17 Nov, 2015, 08:30 ET from FLY Leasing Limited

DUBLIN, Nov. 17, 2015 /PRNewswire/ -- Fly Leasing Limited (NYSE: FLY) ("FLY"), a global leader in aircraft leasing, today announced that it is commencing its previously announced "modified Dutch auction" tender offer for an aggregate purchase price of up to $75,000,000 of its common shares held in the form of American Depositary Shares (the "Shares") at a price per Share not less than $12.70 and not greater than $14.25. The tender offer will expire at 5:00 P.M., New York City time, on Wednesday, December 16, 2015, unless extended by FLY. Tenders of Shares must be made on or prior to the expiration of the tender offer and may be withdrawn at any time prior to the expiration of the tender offer, in each case, in accordance with the procedures described in the Tender Offer Materials (as defined below).

A "modified Dutch auction" tender offer allows shareholders to indicate how many Shares and at what price within FLY's specified range they wish to tender.
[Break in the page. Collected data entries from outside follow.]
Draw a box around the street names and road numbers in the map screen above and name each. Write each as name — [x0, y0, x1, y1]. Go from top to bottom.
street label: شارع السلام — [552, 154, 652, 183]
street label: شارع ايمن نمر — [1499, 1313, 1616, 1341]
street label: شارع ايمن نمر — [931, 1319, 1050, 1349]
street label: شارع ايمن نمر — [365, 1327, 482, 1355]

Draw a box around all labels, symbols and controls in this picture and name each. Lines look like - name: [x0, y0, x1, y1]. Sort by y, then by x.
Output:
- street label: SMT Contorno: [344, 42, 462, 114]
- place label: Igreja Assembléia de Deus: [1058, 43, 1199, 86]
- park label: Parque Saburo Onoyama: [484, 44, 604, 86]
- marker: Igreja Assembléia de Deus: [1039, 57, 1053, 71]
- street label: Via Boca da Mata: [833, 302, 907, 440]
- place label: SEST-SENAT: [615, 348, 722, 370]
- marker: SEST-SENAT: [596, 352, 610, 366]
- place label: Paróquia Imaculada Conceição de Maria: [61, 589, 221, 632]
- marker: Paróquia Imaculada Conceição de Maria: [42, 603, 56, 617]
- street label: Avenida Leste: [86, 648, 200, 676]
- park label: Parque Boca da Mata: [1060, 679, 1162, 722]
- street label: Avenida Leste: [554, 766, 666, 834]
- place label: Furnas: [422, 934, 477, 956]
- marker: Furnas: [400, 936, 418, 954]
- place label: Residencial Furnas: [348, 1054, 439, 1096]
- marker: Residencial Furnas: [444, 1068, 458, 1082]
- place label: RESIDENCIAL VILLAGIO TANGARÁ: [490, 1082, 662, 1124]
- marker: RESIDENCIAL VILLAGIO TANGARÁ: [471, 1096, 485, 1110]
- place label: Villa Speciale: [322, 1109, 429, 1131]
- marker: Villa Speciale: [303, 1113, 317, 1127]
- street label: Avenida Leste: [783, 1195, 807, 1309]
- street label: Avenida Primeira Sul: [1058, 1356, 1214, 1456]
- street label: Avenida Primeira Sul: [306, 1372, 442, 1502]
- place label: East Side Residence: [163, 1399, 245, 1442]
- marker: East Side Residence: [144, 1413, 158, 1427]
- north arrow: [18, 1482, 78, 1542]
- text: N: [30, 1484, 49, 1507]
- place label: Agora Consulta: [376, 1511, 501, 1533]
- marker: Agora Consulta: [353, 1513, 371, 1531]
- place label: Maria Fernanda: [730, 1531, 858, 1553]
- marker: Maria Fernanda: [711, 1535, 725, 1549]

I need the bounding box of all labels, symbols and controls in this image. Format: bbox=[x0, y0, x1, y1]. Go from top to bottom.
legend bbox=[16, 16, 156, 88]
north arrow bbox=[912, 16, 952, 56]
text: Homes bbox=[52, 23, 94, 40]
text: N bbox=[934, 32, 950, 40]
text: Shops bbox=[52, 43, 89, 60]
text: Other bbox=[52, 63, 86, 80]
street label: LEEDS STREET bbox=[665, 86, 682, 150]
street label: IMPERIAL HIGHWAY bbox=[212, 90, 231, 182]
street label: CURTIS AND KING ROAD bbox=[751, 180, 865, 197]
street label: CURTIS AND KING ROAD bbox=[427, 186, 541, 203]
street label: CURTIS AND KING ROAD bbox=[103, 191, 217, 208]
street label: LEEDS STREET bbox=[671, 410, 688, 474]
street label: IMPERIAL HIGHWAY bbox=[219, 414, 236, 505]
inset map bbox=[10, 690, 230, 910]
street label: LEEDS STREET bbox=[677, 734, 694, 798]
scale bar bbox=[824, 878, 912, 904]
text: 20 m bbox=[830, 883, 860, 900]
Based on the number of Shares tendered and the prices specified by the tendering shareholders, FLY will determine the lowest price per Share within the specified range that will enable FLY to purchase Shares having an aggregate purchase price of up to $75,000,000. Upon the terms and subject to the conditions of the tender offer, if Shares having an aggregate purchase price of less than $75,000,000 are validly tendered and not validly withdrawn, FLY will buy all Shares validly tendered and not validly withdrawn, subject to the satisfaction, in FLY's reasonable judgment, or waiver of the conditions to the tender offer. FLY also reserves the right, in the event that more than $75,000,000 of its Shares are tendered in the tender offer at or below the purchase price, to purchase up to an additional 2% of its Shares outstanding without extending the tender offer. All Shares purchased by FLY in the tender offer will be purchased at the same price. Shareholders whose Shares are purchased in the tender offer will be paid the determined purchase price in cash, less any applicable withholding taxes, less a cancellation fee of $0.03 per Share accepted for purchase in the offer that will be paid to Deutsche Bank Trust Company Americas, FLY's depositary, and without interest, after the expiration of the tender offer.

FLY expects to fund the purchase of Shares in the tender offer with existing cash and cash equivalents. The tender offer will not be conditioned upon any minimum number of Shares being tendered, but will be subject to certain other conditions as indicated in the Offer to Purchase.

The complete terms and conditions of the tender offer are contained in the Offer to Purchase and the related Letter of Transmittal which are expected to be mailed to shareholders shortly.

Wells Fargo Securities, LLC will serve as the dealer manager for the tender offer. D.F. King & Co., Inc. will serve as information agent for the tender offer, and American Stock Transfer & Trust Company, LLC will serve as the tendering agent for the tender offer. Shareholders and investors who have questions or need assistance may call Wells Fargo Securities, LLC at (877) 450-7515 (toll-free) or (212) 214-6400 or D.F. King & Co, Inc. at (866) 406-2283 (toll-free).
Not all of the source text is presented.